In the meantime, as far as I can tell:
- it would have been more exciting, especially for the Italian bloggers,
if I had been sued by Pepsi; apologies to the Italians! But this is not
about trademarks or logos or corporate branding; not about Barbie, not
about Toywar even (though joywar has great euphony...); it's purely a case
of artist v. artist, copyright v. fair use, and permissions culture v.
- the Molotov painting was bought by one of my old collectors in order to
protect it (apparently once it passes from my ownership it can't be
destroyed in the case that the plaintiff is awarded destruction of the
offending painting as part of damages); I wonder if it will fit over his
couch?

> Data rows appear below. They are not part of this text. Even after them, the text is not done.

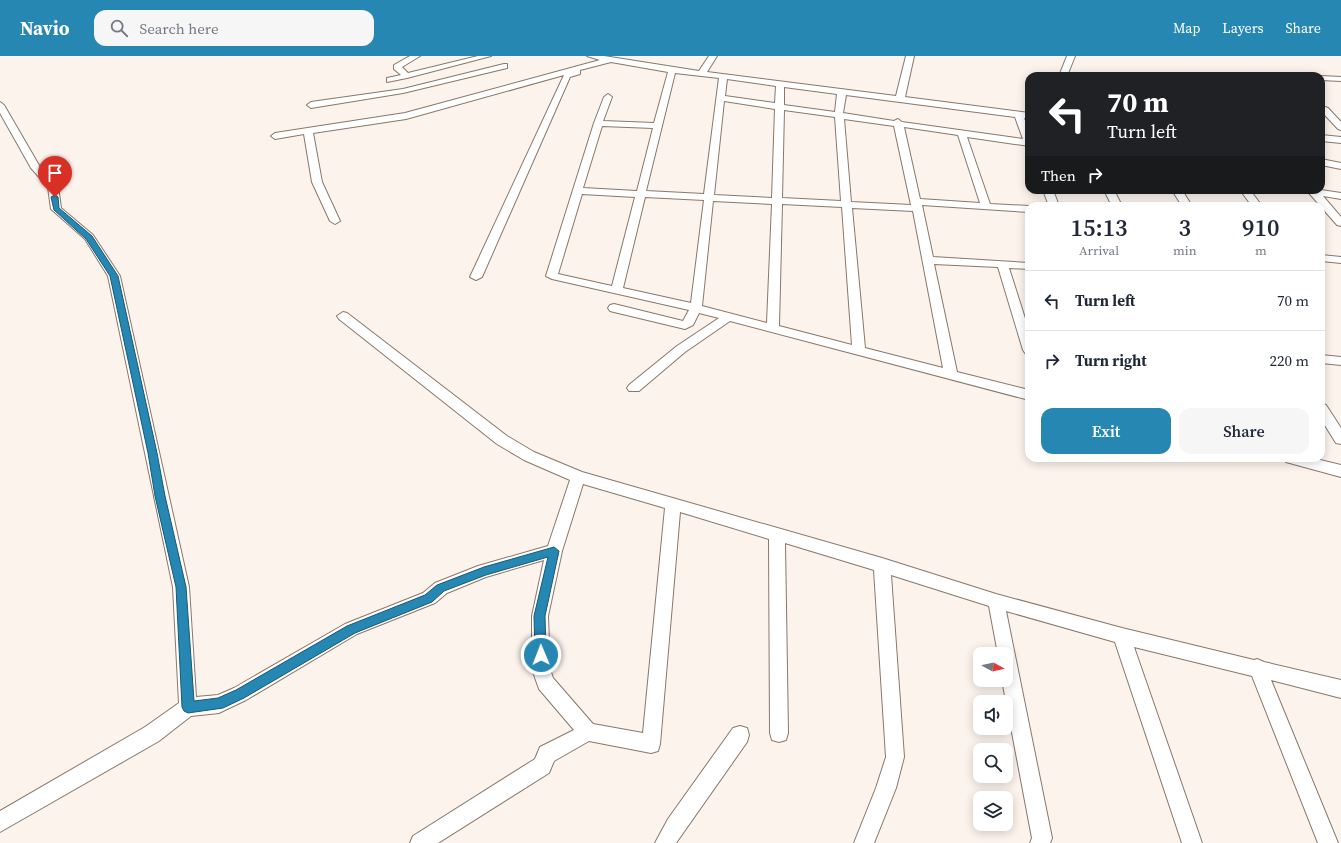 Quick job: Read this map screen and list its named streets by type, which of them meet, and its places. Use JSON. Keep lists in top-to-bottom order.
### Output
{
  "north": "right",
  "page": {
    "header": "Navio",
    "search": "Search here",
    "nav": ["Map", "Layers", "Share"],
    "turn": ["70 m", "Turn left"],
    "then": "Then",
    "eta": [
      "15:13",
      "Arrival",
      "3",
      "min",
      "910",
      "m"
    ],
    "list": [
      {
        "name": "Turn left",
        "value": "70 m"
      },
      {
        "name": "Turn right",
        "value": "220 m"
      }
    ],
    "buttons": ["Exit", "Share"]
  }
} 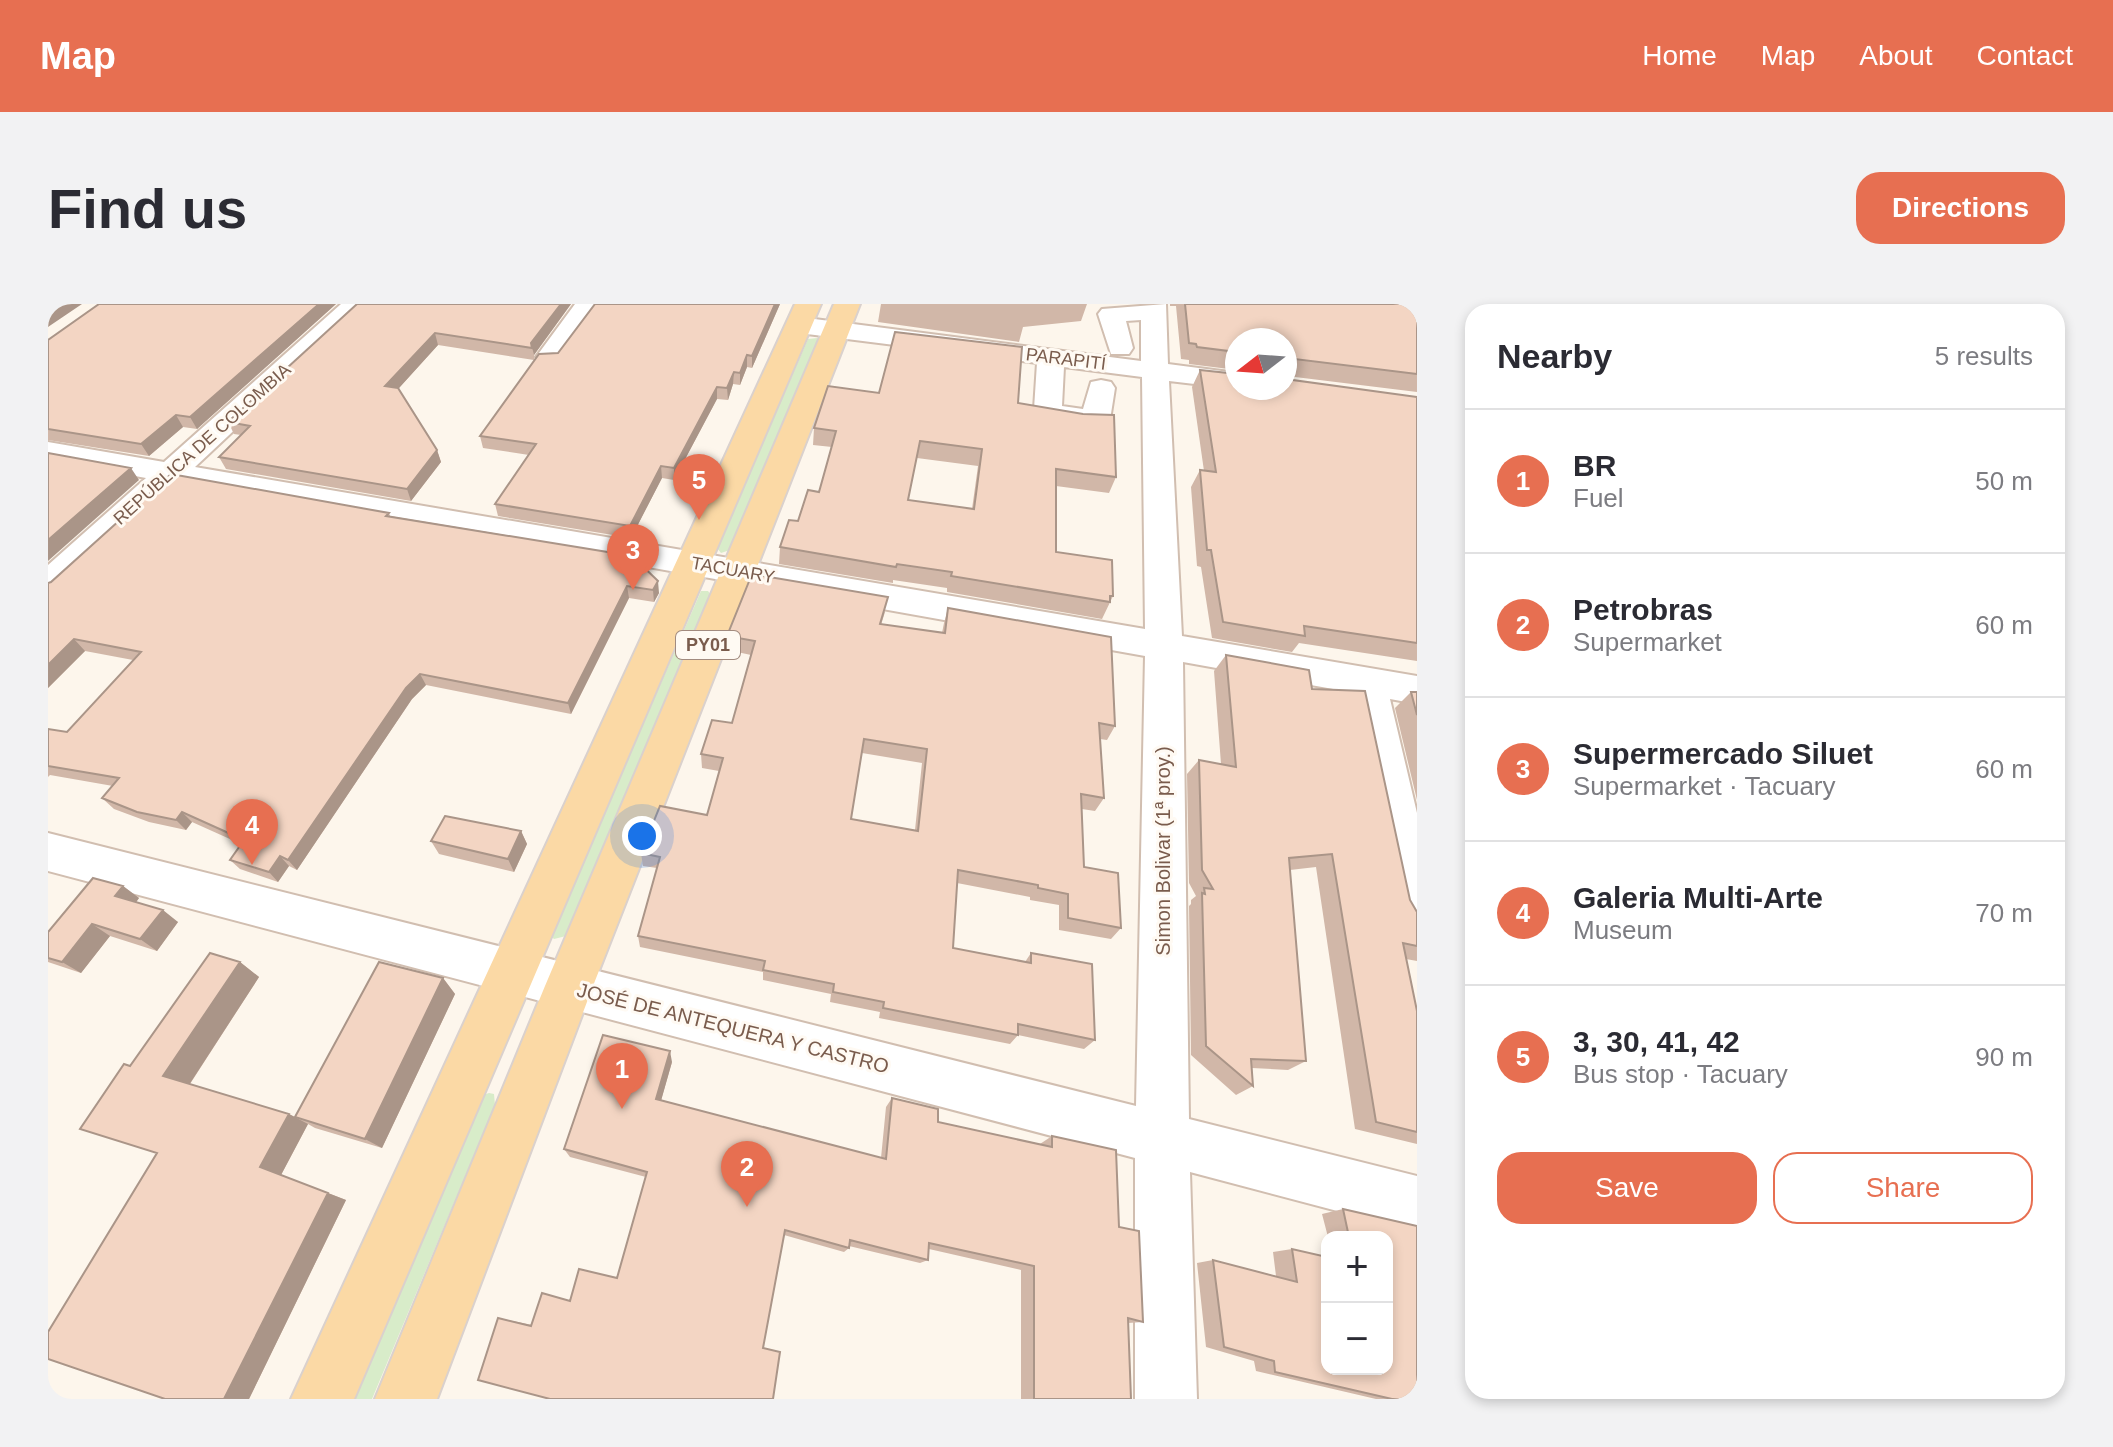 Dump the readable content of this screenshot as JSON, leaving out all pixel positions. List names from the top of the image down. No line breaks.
{"streets":{"main road":["PY01"],"street":["PARAPITÍ","REPÚBLICA DE COLOMBIA","TACUARY","Simon Bolivar (1ª proy.)","JOSÉ DE ANTEQUERA Y CASTRO"]},"crossings":[["PARAPITÍ","PY01"],["PARAPITÍ","Simon Bolivar (1ª proy.)"],["REPÚBLICA DE COLOMBIA","TACUARY"],["TACUARY","PY01"],["TACUARY","Simon Bolivar (1ª proy.)"],["PY01","JOSÉ DE ANTEQUERA Y CASTRO"],["Simon Bolivar (1ª proy.)","JOSÉ DE ANTEQUERA Y CASTRO"]],"north":"left","page":{"header":"Map","nav":["Home","Map","About","Contact"],"buttons":["Directions",["Save","Share"]],"title":"Find us","heading":["Nearby","5 results"],"list":[{"mark":"1","name":"BR","note":"Fuel","value":"50 m"},{"mark":"2","name":"Petrobras","note":"Supermarket","value":"60 m"},{"mark":"3","name":"Supermercado Siluet","note":"Supermarket · Tacuary","value":"60 m"},{"mark":"4","name":"Galeria Multi-Arte","note":"Museum","value":"70 m"},{"mark":"5","name":"3, 30, 41, 42","note":"Bus stop · Tacuary","value":"90 m"}],"pins":["5","3","4","1","2"],"map_buttons":["+","−"]}}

Anyway it allowed me to pay my lawyer;
- the precedent most often referred to, Art Rogers v. Jeff Koons,
("Puppies") was a landmark loss and blow to fair use; however, from what
I've learned, strides have been made in favor of fair use during the 5
years since that debacle;
- just because a case is lost does not establish morality, right and
wrong (cf: Eldred v. Ashcroft). Al it does is establish that someone can
try and sue you based on the strength of the argument set in that
precedent -- but they could always lose. Copyright law is changing, is
being written and battled over as we speak. See the Prelinger case:http://www.stayfreemagazine.org/public/
- Nothing is black and white;
- attitudes toward piracy and copyright have been polarized and blown way
out of proportion; everyone here (esp. me!) should read Lawrence Lessig's
new book, Free Culture, or else DL a short version:http://www.lessig.org/
- copyright law has continuously changed over the decades in order to
adapt to new technologies and new forms of expression; it needs to catch
up badly, now more than ever;
- I still would argue--if I was a lawyer--all kinds of reasons why
'Molotov' is a good example of transformative use. Some of you here have
helped me think of new angles why it is "new". I don't agree that the work
is "derivative" in the legal sense, but I can see why someone might think
so. In all my work I walk the fine line, and that is probably part of the
point of what I do;
- fair use, which allows for parody or commentary on an original work,
unfortunatley doesn't cover work that comments on something other than
the original, as Peter Luining points out in his reference to Rogers v.
Koons below. This came up in the discussion w/ my lawyer. It's why my case
is a little too far ahead of the case law. I hope that some day this
part of copyright law will catch up with art and culture. As it stands
it's too narrow and parochial for my blood.
So that's it, unless someone has something to add.